The output should be every line below that includes the word "active".

===== Material shown =====

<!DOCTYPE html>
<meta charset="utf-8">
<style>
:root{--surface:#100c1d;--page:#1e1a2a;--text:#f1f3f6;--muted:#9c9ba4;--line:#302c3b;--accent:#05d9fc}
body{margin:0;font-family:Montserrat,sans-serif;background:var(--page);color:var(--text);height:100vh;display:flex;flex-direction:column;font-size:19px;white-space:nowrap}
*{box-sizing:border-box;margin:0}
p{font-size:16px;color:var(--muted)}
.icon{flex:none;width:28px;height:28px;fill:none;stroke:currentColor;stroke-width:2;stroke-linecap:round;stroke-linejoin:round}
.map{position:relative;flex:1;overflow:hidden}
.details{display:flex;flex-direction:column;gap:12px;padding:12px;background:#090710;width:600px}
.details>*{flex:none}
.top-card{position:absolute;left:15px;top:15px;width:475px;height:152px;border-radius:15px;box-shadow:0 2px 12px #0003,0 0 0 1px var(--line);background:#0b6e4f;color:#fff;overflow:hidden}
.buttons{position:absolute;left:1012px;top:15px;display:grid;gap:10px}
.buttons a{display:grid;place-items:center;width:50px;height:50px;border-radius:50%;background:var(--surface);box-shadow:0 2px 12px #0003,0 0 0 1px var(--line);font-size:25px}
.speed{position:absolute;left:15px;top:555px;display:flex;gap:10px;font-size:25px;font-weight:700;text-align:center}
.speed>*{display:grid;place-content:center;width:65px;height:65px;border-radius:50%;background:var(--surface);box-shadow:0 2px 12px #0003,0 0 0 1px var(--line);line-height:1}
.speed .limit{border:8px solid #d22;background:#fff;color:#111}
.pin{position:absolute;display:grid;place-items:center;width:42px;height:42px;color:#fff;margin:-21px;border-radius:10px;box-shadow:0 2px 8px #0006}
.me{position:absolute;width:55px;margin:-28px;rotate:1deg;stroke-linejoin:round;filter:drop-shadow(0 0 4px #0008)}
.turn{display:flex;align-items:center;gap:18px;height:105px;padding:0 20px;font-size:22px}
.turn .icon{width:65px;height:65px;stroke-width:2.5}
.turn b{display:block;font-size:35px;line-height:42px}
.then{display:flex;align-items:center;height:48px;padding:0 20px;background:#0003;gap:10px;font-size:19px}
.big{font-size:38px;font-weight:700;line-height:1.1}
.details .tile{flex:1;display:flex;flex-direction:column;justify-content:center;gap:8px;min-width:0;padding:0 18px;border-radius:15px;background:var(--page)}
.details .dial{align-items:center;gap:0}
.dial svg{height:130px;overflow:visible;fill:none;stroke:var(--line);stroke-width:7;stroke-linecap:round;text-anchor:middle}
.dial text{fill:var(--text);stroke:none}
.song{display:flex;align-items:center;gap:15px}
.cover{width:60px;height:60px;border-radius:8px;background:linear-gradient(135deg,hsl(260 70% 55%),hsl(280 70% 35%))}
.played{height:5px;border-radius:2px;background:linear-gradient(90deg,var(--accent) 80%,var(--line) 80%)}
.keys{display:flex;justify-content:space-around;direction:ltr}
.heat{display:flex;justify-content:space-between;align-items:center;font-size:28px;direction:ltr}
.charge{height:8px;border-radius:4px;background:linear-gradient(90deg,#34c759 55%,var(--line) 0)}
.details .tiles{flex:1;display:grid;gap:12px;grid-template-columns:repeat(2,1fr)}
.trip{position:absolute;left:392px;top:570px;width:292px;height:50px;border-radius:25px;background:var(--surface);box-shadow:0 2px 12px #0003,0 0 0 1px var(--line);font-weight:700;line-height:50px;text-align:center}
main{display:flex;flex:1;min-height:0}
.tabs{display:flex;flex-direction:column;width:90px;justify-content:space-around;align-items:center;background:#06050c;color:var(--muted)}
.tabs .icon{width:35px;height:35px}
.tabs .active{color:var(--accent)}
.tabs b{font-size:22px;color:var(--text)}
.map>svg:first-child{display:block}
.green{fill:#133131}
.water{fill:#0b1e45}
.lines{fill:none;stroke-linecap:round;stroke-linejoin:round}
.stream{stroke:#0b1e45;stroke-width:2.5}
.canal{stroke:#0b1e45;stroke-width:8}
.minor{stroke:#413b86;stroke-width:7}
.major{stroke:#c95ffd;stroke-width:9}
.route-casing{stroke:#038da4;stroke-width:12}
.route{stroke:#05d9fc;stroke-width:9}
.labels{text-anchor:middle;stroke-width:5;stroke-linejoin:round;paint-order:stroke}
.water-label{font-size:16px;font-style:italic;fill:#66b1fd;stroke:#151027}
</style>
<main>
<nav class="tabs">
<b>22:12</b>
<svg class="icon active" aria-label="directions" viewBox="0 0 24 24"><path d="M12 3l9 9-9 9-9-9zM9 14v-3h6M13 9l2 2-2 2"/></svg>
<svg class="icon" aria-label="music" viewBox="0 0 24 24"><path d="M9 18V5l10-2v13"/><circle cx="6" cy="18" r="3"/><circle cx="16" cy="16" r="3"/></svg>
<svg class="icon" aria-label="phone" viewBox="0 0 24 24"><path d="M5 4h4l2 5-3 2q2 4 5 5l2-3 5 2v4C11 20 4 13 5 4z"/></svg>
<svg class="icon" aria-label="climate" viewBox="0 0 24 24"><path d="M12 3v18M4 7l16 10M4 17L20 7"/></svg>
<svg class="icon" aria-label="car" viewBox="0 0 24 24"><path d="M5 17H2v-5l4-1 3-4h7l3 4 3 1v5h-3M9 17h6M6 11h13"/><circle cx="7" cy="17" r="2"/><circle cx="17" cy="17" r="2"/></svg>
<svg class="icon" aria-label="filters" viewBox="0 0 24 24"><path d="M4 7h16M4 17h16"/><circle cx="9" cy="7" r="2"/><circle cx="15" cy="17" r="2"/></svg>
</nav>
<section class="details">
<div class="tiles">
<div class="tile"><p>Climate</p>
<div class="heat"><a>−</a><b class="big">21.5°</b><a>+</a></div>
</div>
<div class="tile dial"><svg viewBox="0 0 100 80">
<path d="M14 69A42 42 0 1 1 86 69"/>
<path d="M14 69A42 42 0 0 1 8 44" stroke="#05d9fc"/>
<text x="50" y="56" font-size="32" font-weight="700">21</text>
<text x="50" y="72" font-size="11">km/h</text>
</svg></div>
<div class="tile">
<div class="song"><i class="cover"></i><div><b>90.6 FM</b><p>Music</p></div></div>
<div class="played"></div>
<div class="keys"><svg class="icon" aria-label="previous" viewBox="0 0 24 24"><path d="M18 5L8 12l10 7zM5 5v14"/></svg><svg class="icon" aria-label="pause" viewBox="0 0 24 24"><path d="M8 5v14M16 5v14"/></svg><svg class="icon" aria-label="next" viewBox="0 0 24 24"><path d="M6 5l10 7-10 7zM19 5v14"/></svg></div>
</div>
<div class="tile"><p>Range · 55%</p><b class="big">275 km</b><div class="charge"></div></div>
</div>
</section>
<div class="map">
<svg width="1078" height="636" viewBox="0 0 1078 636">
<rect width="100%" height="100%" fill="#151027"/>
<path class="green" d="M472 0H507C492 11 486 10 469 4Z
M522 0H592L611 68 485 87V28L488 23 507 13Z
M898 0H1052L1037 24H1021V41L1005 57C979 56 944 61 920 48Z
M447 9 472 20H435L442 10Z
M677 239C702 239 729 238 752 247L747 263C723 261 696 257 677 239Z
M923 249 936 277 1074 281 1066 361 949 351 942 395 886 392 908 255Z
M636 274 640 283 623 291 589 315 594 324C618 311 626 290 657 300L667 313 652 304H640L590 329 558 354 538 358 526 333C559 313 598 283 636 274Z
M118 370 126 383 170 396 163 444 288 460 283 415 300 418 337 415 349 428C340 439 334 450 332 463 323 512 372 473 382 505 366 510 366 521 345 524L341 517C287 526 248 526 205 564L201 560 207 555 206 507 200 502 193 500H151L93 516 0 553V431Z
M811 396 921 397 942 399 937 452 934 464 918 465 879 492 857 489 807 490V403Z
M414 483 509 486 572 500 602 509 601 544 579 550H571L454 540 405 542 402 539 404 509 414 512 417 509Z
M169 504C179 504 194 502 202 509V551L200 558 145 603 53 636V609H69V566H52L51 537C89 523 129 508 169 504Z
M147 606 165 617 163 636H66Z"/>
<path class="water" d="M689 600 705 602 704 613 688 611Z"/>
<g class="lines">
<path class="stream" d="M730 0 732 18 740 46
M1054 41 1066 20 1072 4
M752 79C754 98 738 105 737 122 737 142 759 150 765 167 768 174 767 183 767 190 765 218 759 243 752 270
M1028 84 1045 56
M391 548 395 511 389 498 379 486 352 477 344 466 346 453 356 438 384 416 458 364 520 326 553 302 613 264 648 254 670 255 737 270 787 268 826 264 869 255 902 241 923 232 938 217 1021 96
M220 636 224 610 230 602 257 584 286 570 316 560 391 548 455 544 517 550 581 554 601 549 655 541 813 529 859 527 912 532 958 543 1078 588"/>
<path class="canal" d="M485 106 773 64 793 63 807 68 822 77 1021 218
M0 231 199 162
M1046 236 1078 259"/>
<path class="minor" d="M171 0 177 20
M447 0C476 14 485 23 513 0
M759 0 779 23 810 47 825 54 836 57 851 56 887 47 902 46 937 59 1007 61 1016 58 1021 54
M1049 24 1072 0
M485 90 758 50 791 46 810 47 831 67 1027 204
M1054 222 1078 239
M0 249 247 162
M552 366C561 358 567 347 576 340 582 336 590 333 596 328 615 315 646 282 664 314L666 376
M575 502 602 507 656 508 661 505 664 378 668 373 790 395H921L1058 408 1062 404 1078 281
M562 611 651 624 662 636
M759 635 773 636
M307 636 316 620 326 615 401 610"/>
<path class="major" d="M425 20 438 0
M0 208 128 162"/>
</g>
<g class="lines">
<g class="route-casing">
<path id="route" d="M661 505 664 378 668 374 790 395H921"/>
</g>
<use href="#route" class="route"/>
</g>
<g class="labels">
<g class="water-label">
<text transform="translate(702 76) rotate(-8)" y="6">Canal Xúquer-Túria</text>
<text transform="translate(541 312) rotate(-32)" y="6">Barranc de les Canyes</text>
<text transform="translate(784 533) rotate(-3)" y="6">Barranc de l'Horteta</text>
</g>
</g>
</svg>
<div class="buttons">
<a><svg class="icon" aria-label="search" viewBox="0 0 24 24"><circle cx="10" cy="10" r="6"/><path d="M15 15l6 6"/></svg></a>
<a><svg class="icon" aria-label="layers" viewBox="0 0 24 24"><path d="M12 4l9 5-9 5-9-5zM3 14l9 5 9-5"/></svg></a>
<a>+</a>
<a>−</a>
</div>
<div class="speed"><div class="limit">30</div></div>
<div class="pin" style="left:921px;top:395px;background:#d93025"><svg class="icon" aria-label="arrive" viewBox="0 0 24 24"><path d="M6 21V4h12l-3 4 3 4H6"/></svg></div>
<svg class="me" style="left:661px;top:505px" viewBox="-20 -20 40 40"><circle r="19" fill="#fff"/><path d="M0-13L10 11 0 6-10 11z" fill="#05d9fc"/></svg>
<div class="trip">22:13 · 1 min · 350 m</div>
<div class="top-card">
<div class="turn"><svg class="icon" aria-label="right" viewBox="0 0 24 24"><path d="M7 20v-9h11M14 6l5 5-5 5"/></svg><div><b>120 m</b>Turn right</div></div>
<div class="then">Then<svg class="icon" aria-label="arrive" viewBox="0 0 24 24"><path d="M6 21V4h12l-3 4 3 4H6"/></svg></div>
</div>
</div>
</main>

=====

● Result below
.tabs .active{color:var(--accent)}
<svg class="icon active" aria-label="directions" viewBox="0 0 24 24"><path d="M12 3l9 9-9 9-9-9zM9 14v-3h6M13 9l2 2-2 2"/></svg>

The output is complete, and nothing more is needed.